Whether the Milwaukee would have recovered from its long-term downward slide after 1920 if no new factors had entered the picture that is to say, with this expensive, poorly located and terribly burdensome, financewise, extension to the Pacific Coast-it would then have managed at least to stay in the black is a useless question, for the simple reason that in business new factors are always entering the picture. And they entered the railroad picture very rapidly in this period.

The basic profitability of the old Granger lines was destroyed and very largely by Detroit and Washington after the First World War. What the coming of the motor truck did not do to destroy the profitable traffic of most American railroads, regulation as carried out by the Interstate Commerce Commission all but finished it. By the early 1920's, the smart money was being pulled out of the Milwaukee.

World War II and the liquidity that it engendered for the railroads gave them a reprieve, but by 1950 the long-term trends had reasserted themselves. By the mid-1950's nobody in the know believed that the Milwaukee or the North Western or the Rock Island had any future. The ICC, in its role as judge of whether mergers are in the public interest, procrastinated so scandalously as to justify its abolishment on those grounds alone, and the merger route was effectively shut off for most of the old Granger roads when they still had some natural beauty remaining to them. Whether one chooses 1890 or 1905 or 1928 or 1932 or 1950 as the date by which the ultimate fate of the Milwaukee had been sealed, it seems clear that restructuring the corporation within a holding company after 1970 can have had very little to do with the out


That proposition that it did reminds of a statement that was made by a very high scholar and professor in the field of the training of public school teachers in the United States.
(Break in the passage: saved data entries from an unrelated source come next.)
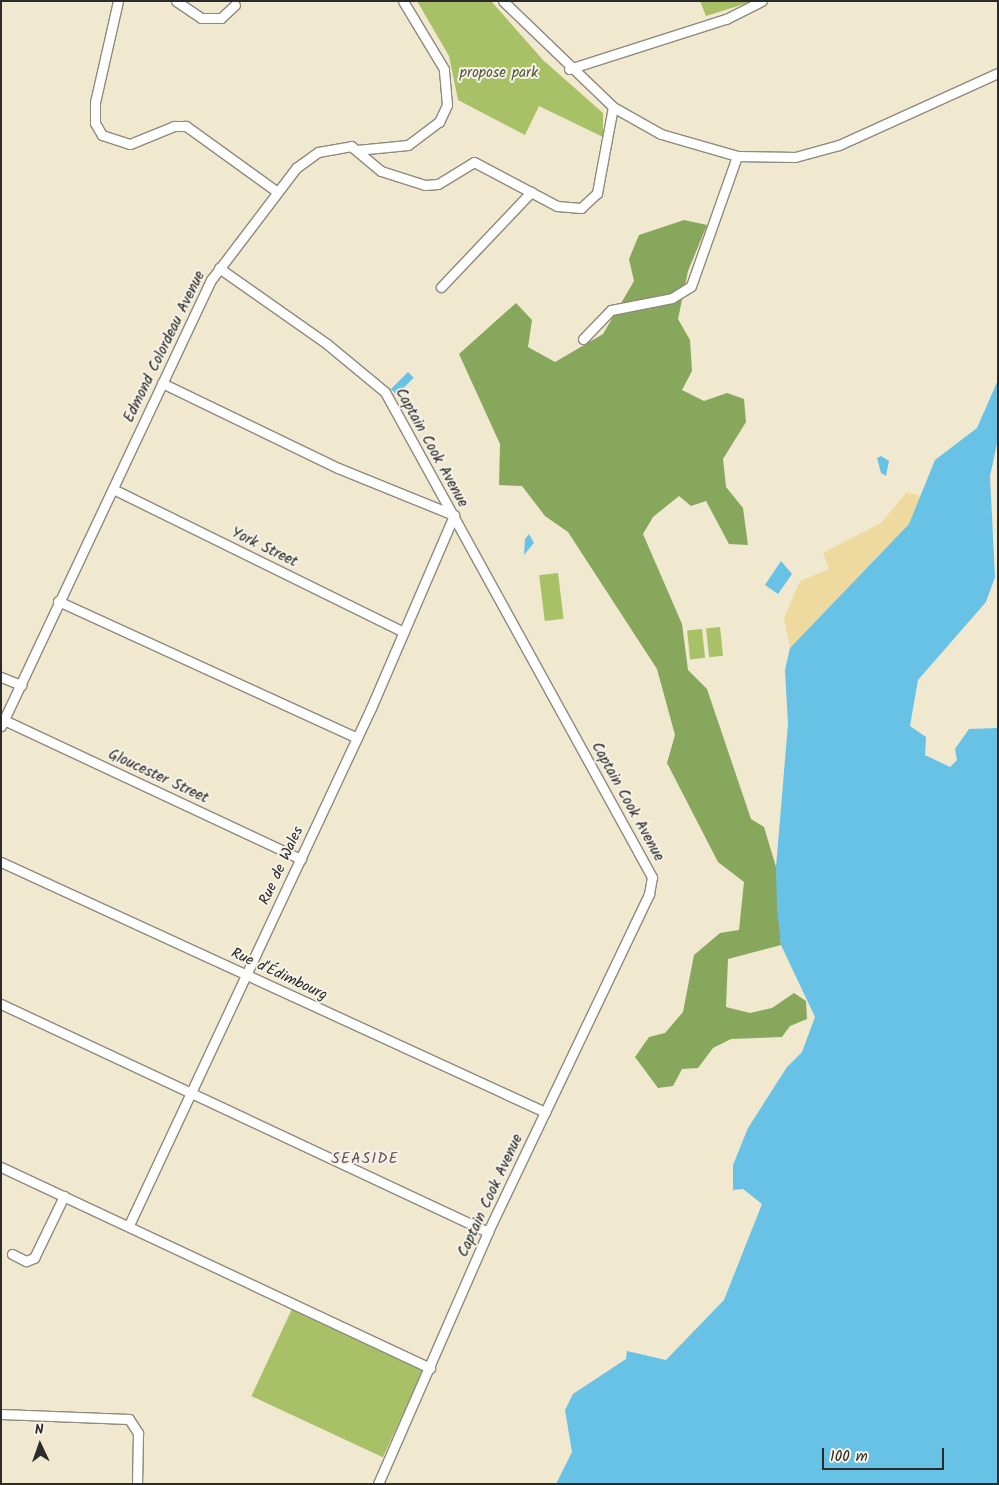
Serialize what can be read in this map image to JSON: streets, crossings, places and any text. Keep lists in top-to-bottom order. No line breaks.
{"streets":{"street":["Edmond Colordeau Avenue","Captain Cook Avenue","York Street","Gloucester Street","Rue de Wales","Rue d'Édimbourg"]},"crossings":[["Edmond Colordeau Avenue","Captain Cook Avenue"],["Edmond Colordeau Avenue","York Street"],["Edmond Colordeau Avenue","Gloucester Street"],["Captain Cook Avenue","Rue de Wales"],["Captain Cook Avenue","Rue d'Édimbourg"],["York Street","Rue de Wales"],["Gloucester Street","Rue de Wales"],["Rue de Wales","Rue d'Édimbourg"]],"districts":["SEASIDE"],"parks":["propose park"],"scale_bar":"100 m","north":"top"}
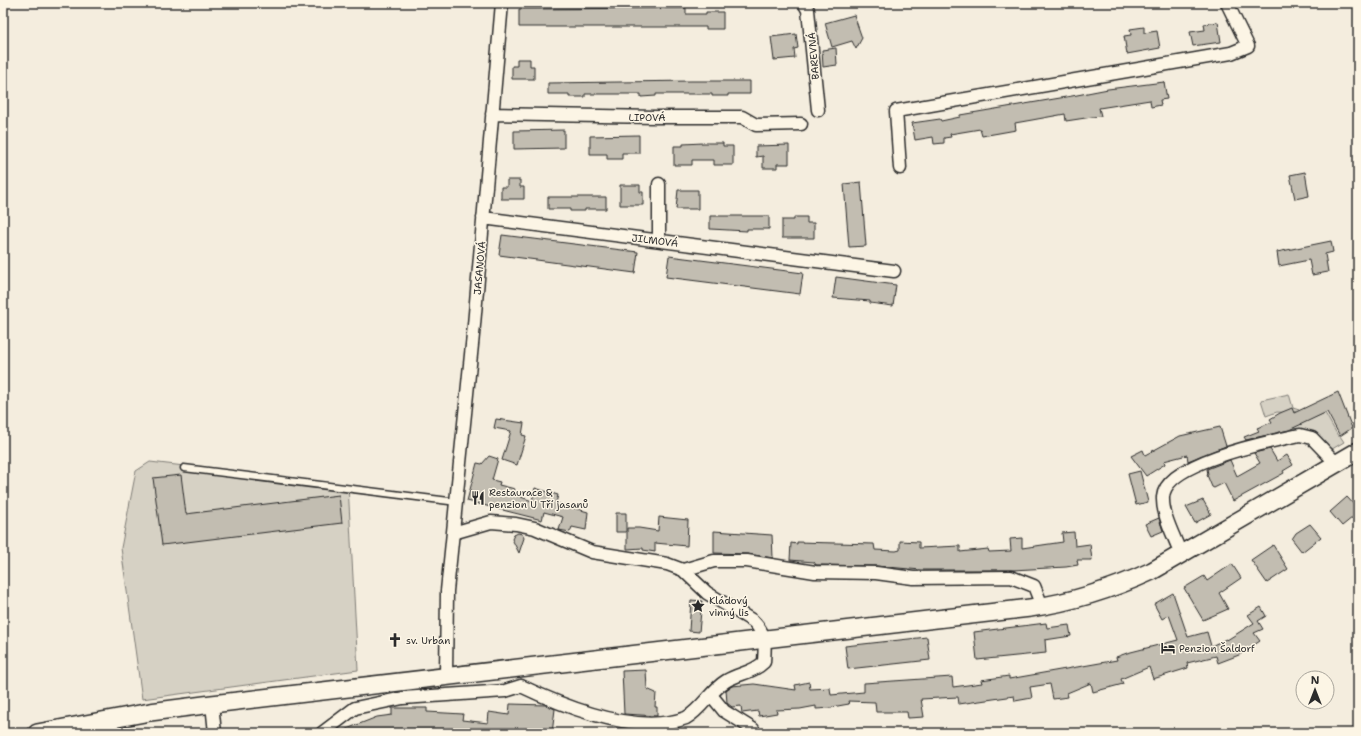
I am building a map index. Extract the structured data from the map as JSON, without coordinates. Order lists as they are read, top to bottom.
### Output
{
  "streets": {
    "street": [
      "BAREVNÁ",
      "LIPOVÁ",
      "JILMOVÁ",
      "JASANOVÁ"
    ]
  },
  "crossings": [
    ["LIPOVÁ", "JASANOVÁ"],
    ["JILMOVÁ", "JASANOVÁ"]
  ],
  "places": {
    "restaurant": ["Restaurace & penzion U Tří jasanů"],
    "place": ["Kládový vinný lis"],
    "church": ["sv. Urban"],
    "hotel": ["Penzion Šaldorf"]
  },
  "north": "top"
}
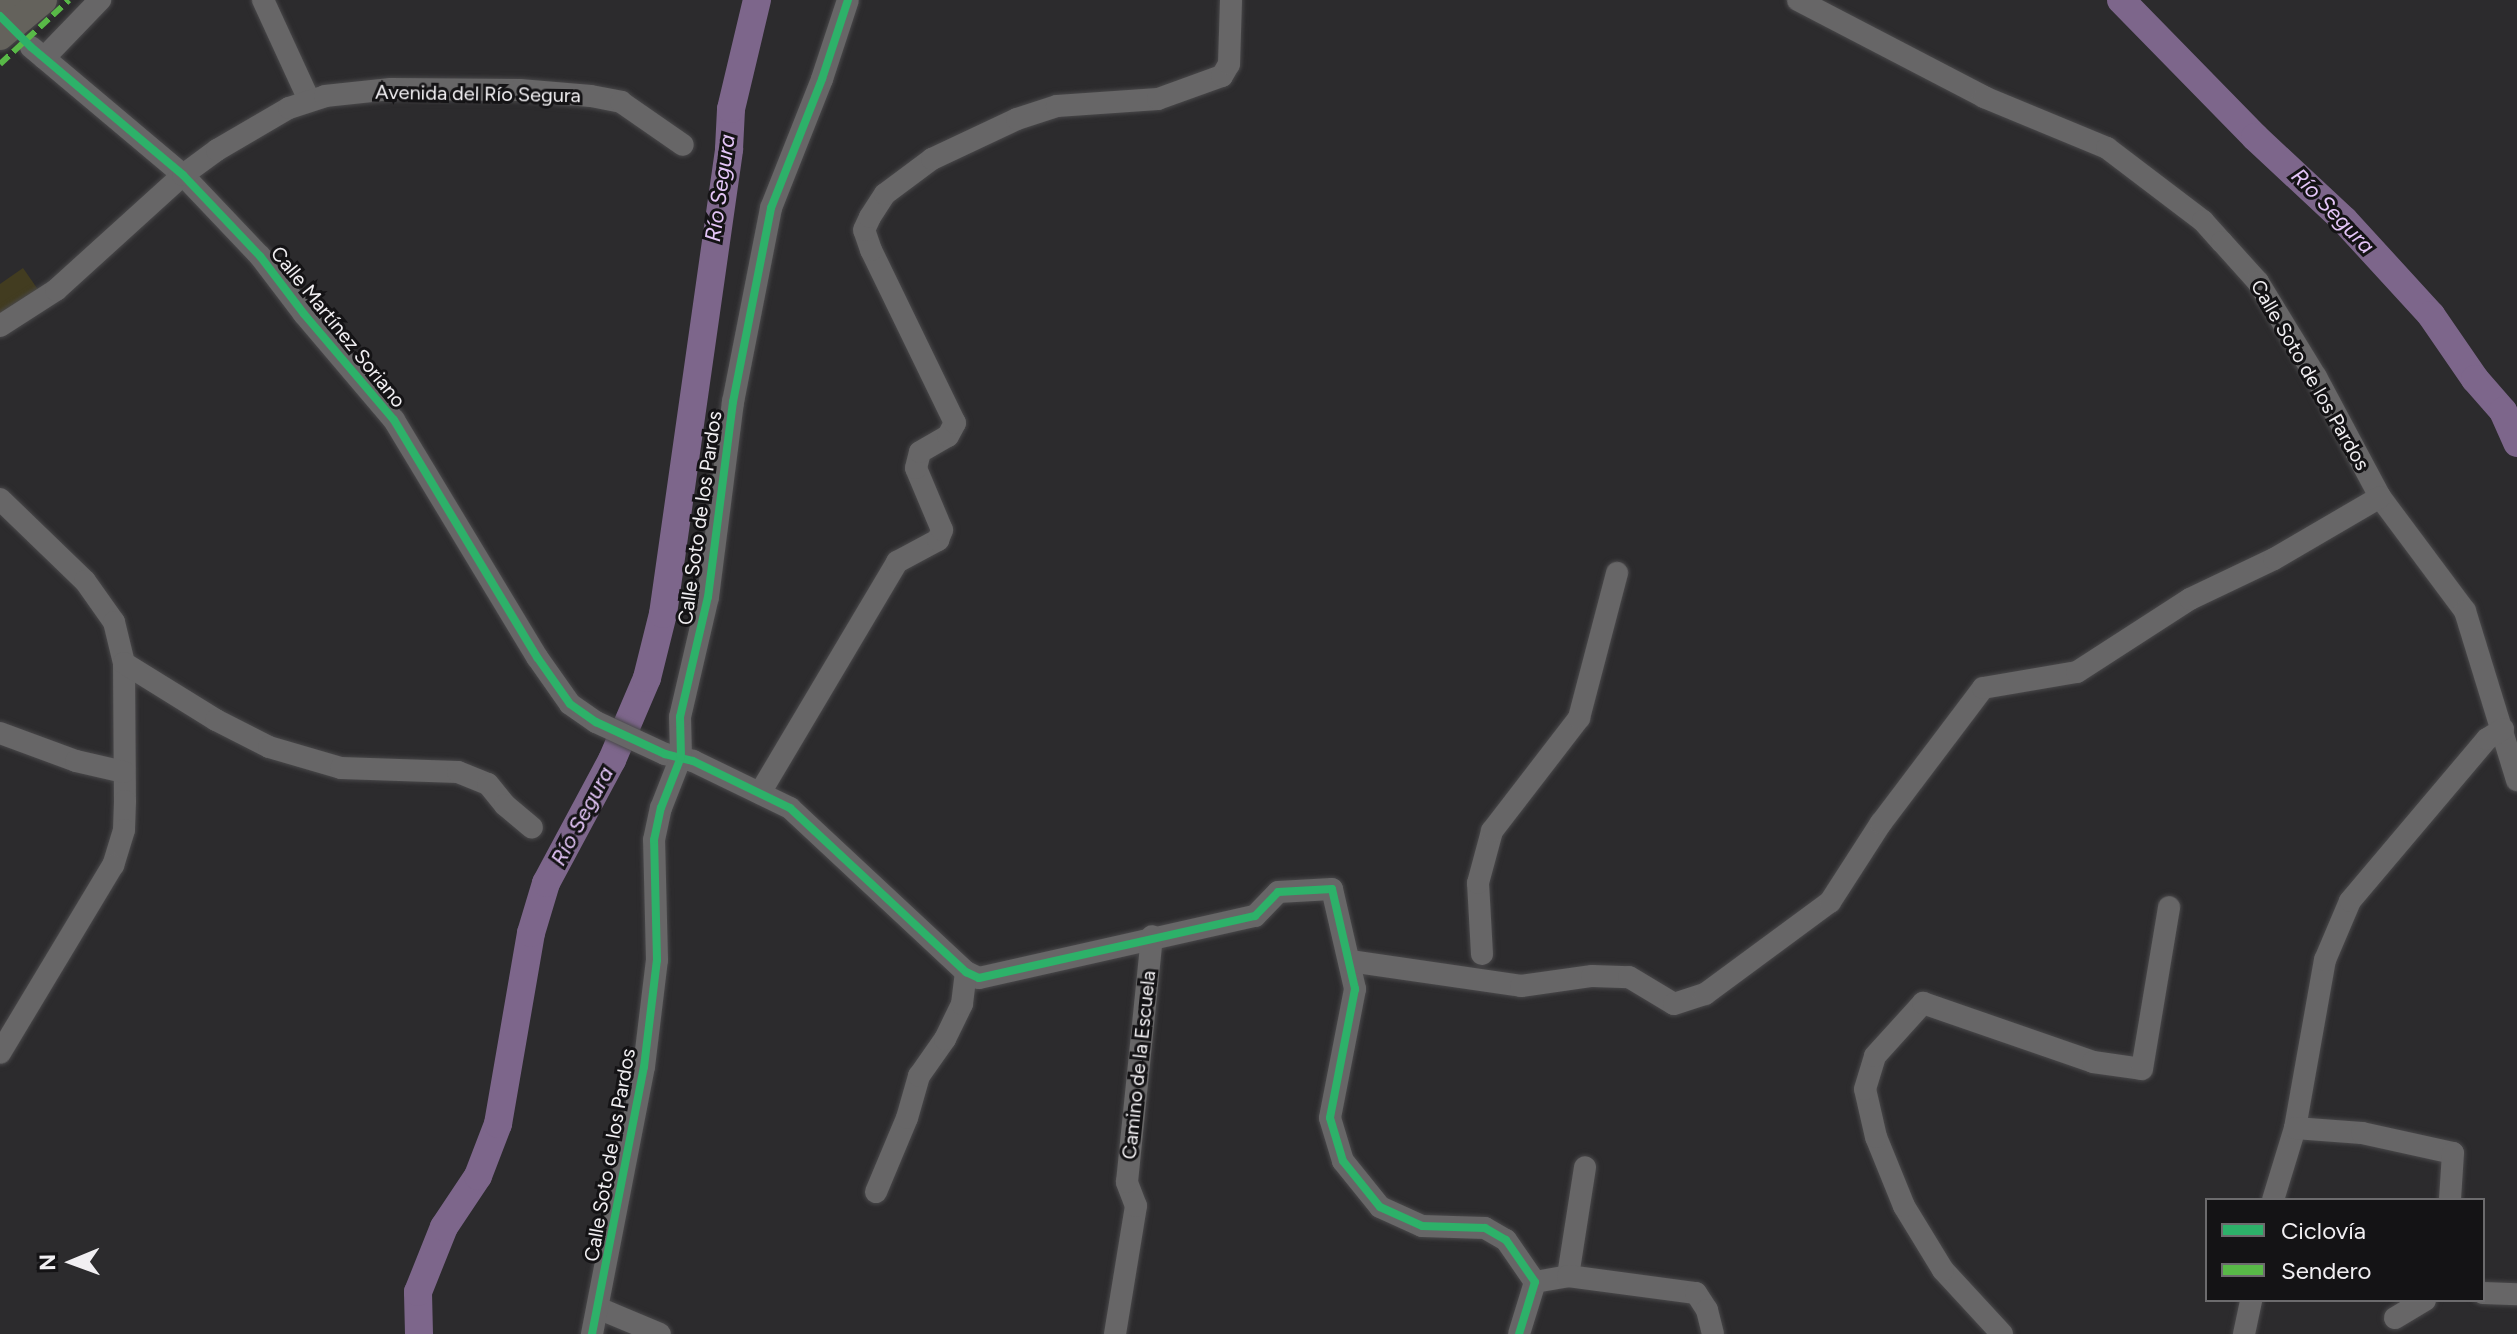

When somebody came to him with yet another way of revising the American public school system, he said, "Gentlemen, sometimes I have this terrible feeling that we are merely rearranging the chairs on the deck of the Titanic." And that is exactly what the Milwaukee was doing in 1970.

The burning question, of course, is why was the Milwaukee mismanaged, why did they get themselves in a situation like that? What is there about the flow of power and the exercise of property rights, et cetera, that would explain that?

Well, in the first place, superb entrepreneurial leadership is far rarer than is generally supposed. Talent to steer an enterprise on a selected course is fairly common, but vision and courage, a thorough and intimate knowledge of the business and where it is headed, and a fierce identification of one's own welfare and reputation with the success of the business, such qualities, in combination, seldom occur. Unfortunately, this distinction between real entrepreneurship and mere business administration is not widely understood, not even at some of our most prestigious institutions in America.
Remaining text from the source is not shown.